Problem requirements :: Filter the data below, keeping only lines that contain "names".

Extracted material ::
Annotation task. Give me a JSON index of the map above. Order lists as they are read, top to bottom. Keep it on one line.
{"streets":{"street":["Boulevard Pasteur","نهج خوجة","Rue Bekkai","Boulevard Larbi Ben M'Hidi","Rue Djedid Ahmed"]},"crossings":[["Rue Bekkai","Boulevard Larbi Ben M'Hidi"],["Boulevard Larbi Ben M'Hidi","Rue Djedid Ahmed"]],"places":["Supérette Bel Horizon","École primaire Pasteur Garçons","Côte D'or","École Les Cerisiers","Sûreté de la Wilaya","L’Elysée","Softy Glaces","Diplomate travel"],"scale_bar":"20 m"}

* * *

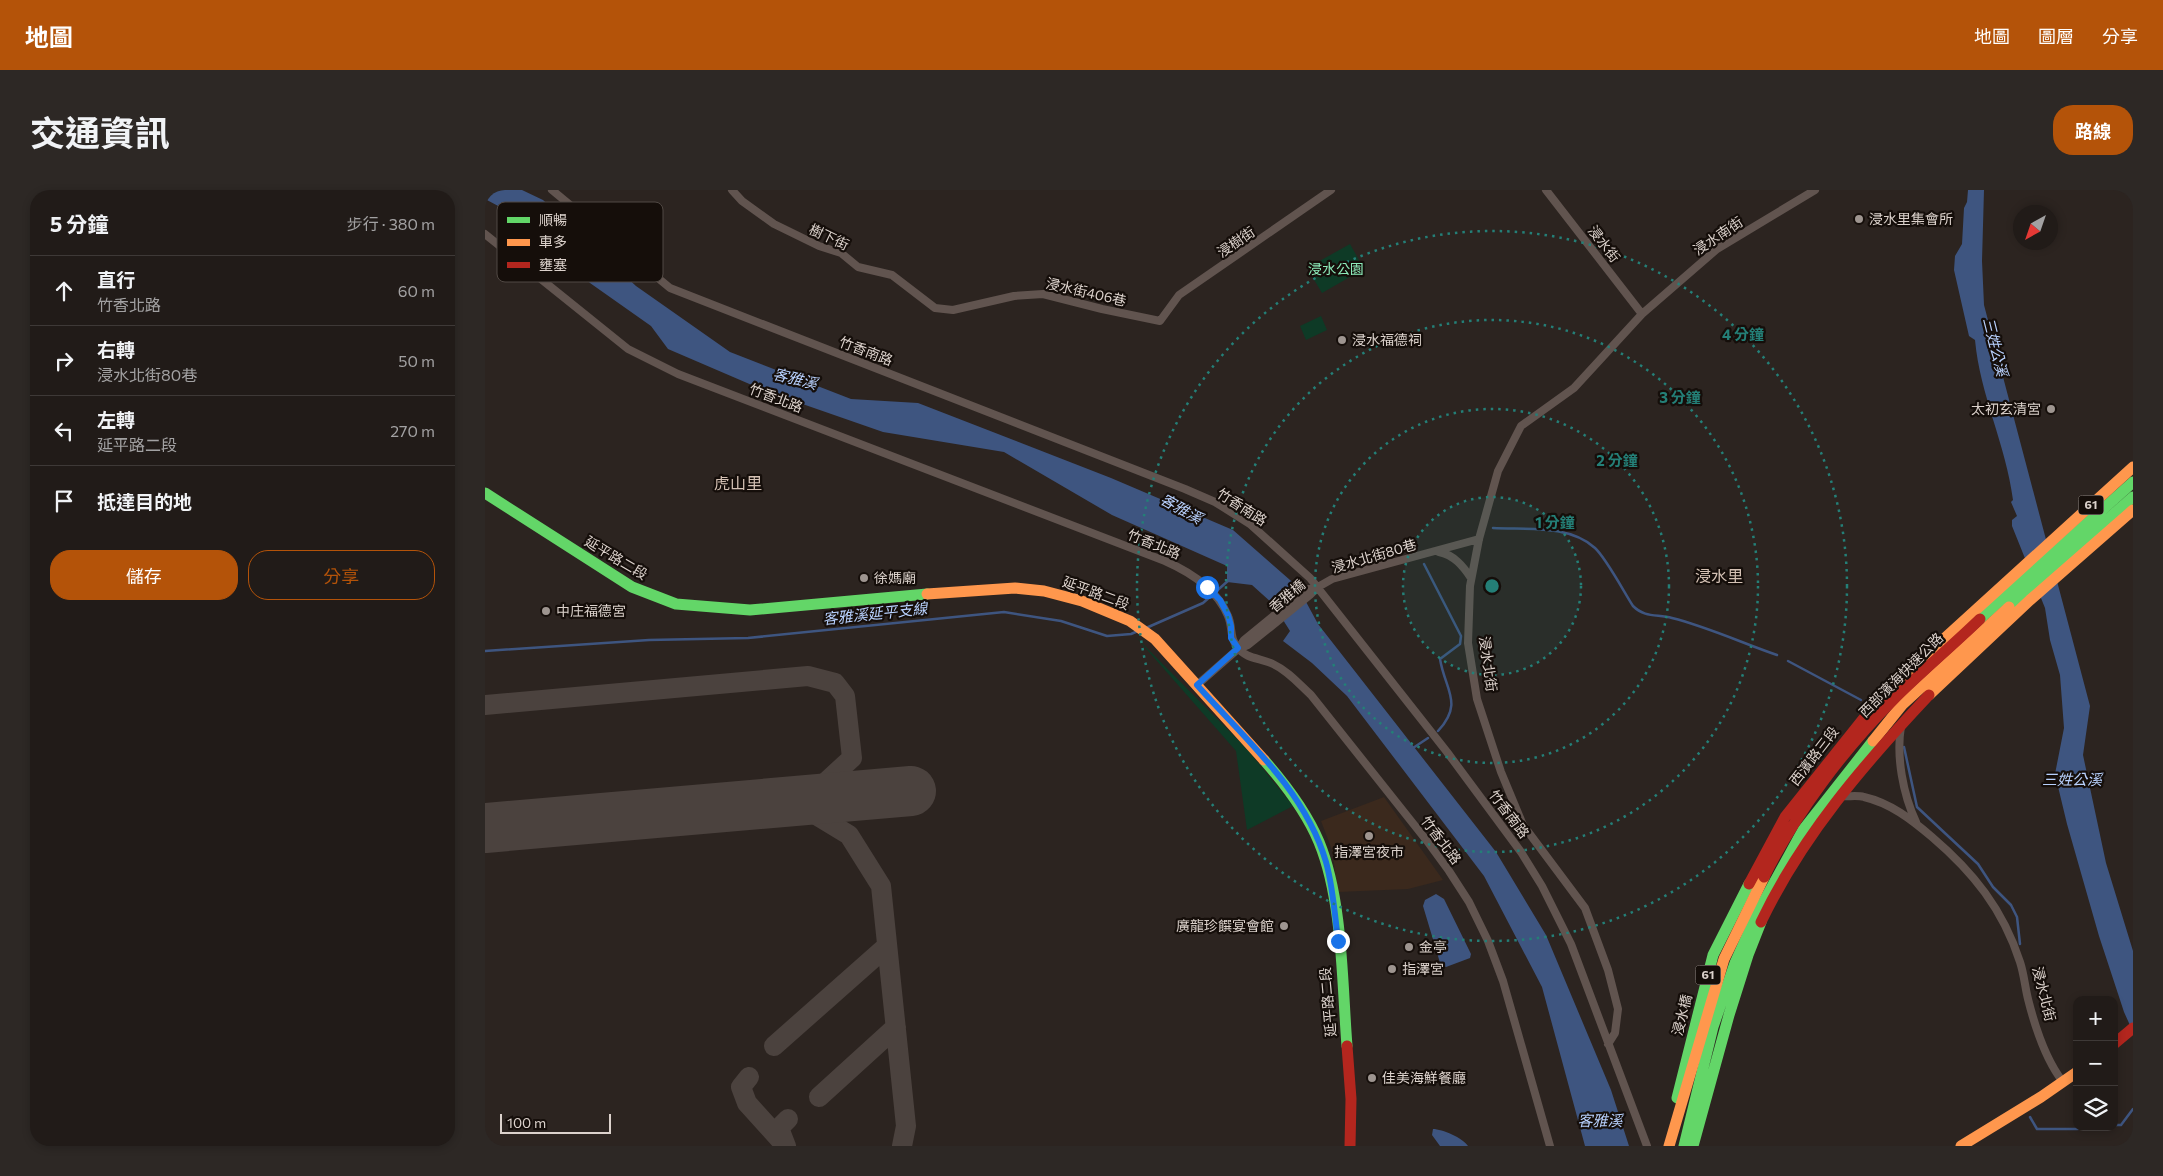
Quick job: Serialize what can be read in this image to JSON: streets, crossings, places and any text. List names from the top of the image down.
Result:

---

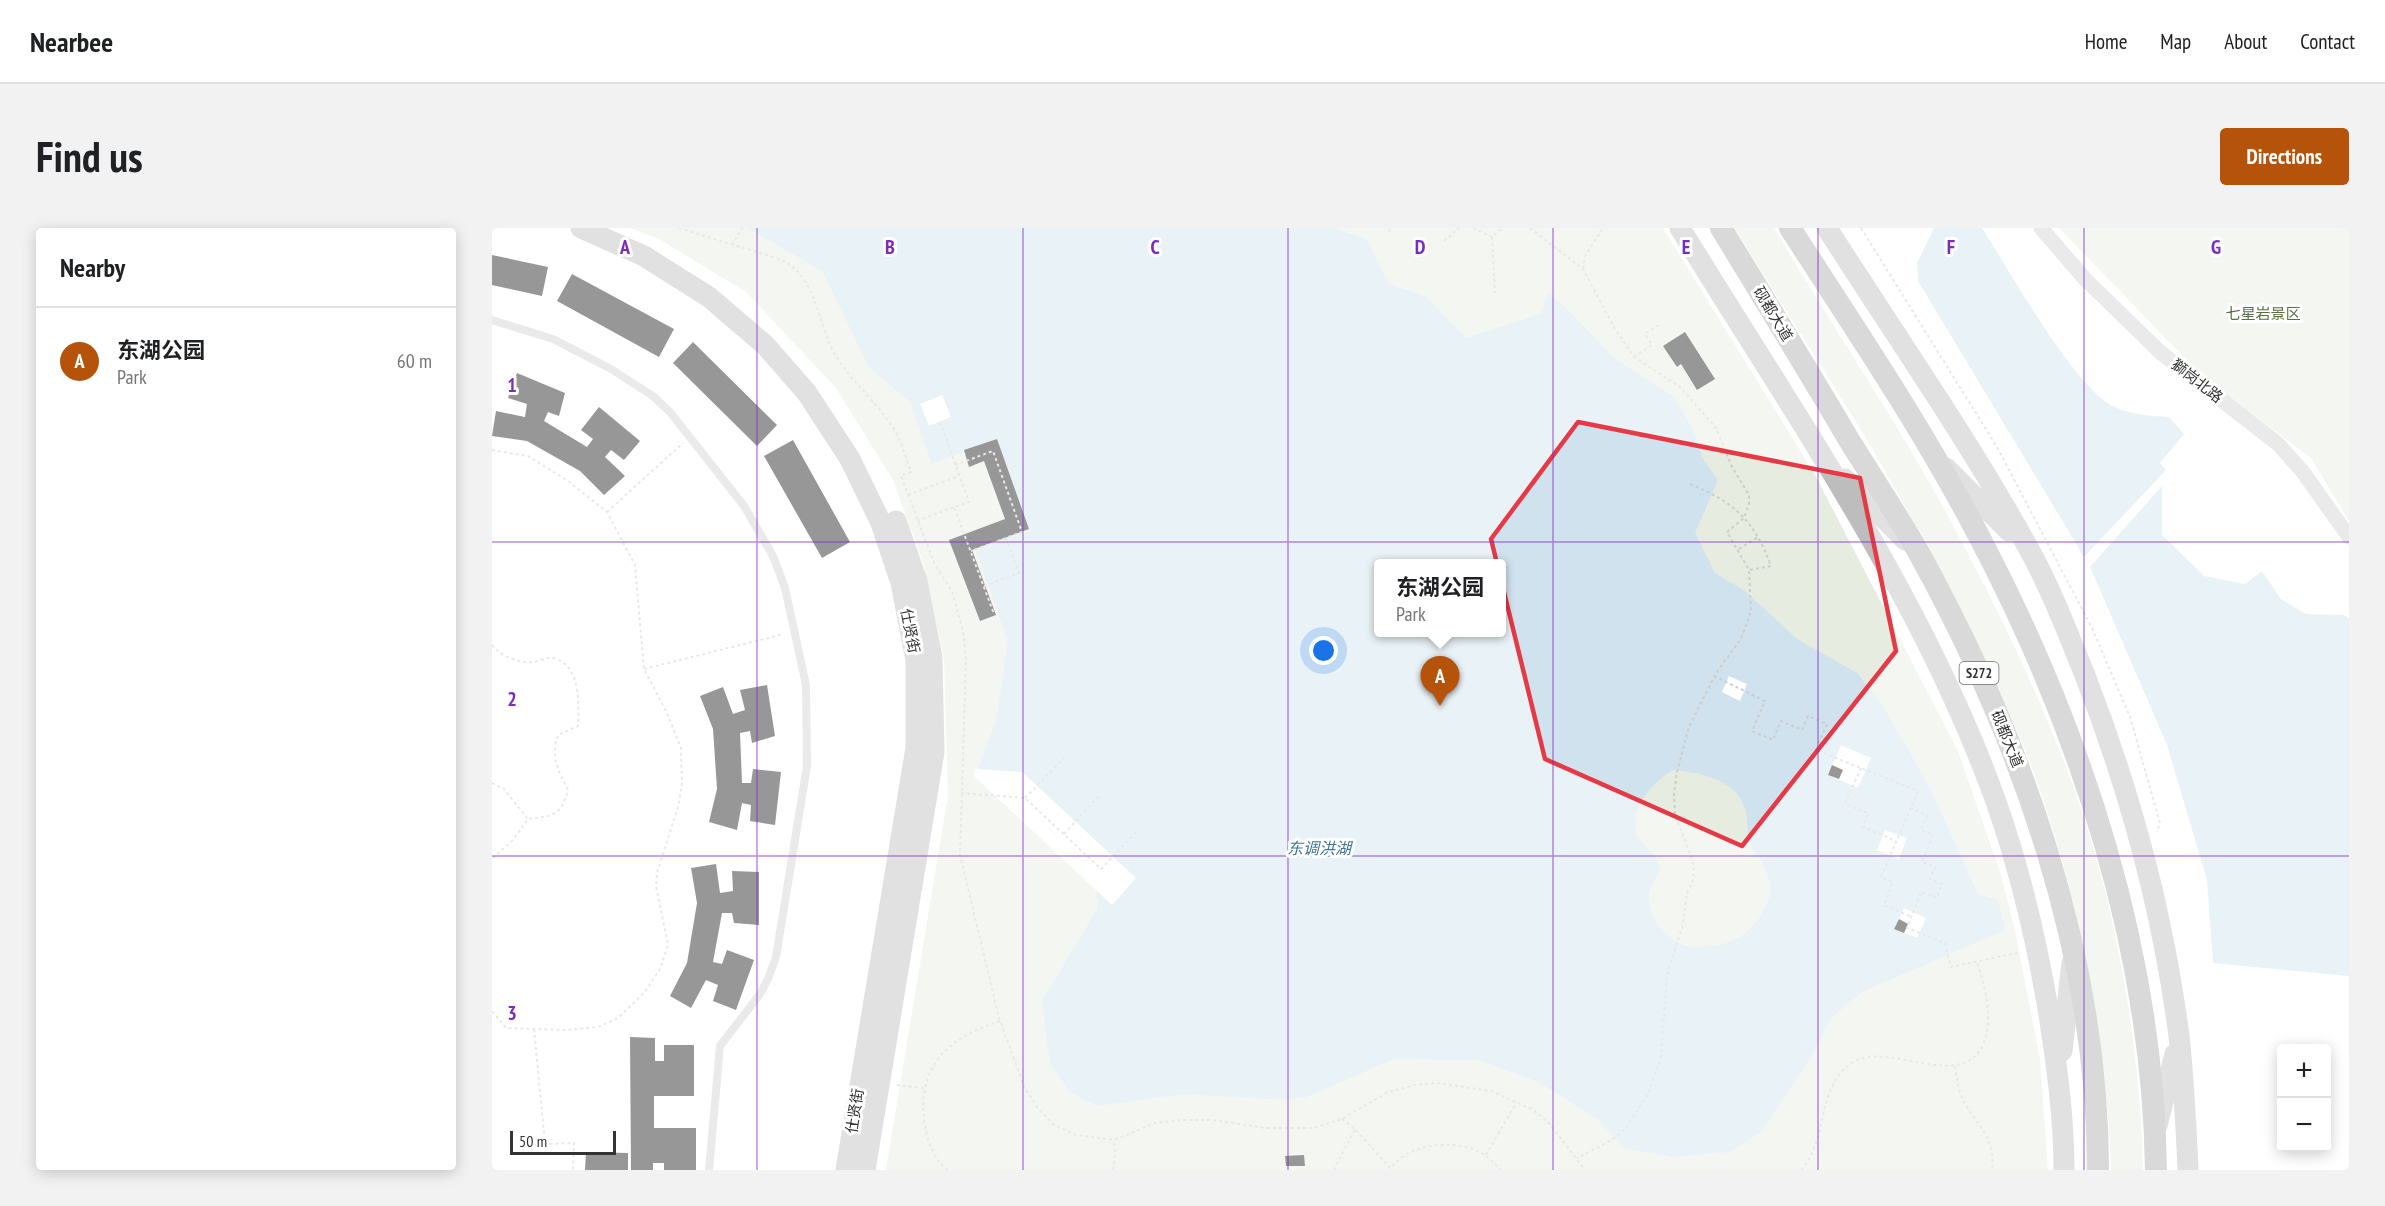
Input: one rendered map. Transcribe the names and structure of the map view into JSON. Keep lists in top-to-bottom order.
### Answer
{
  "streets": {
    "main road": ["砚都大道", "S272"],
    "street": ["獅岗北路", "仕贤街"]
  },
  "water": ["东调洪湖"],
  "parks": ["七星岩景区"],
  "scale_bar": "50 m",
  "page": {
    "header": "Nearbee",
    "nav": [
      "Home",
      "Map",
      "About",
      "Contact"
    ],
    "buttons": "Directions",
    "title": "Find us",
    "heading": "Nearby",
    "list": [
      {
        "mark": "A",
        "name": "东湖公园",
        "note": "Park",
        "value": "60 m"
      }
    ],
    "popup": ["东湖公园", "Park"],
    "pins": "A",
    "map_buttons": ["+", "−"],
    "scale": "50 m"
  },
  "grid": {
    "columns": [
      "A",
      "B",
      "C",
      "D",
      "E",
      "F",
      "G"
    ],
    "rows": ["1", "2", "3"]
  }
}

Reply ::
Quick job: Serialize what can be read in this image to JSON: streets, crossings, places and any text. List names from the top of the image down.
Input: one rendered map. Transcribe the names and structure of the map view into JSON. Keep lists in top-to-bottom order.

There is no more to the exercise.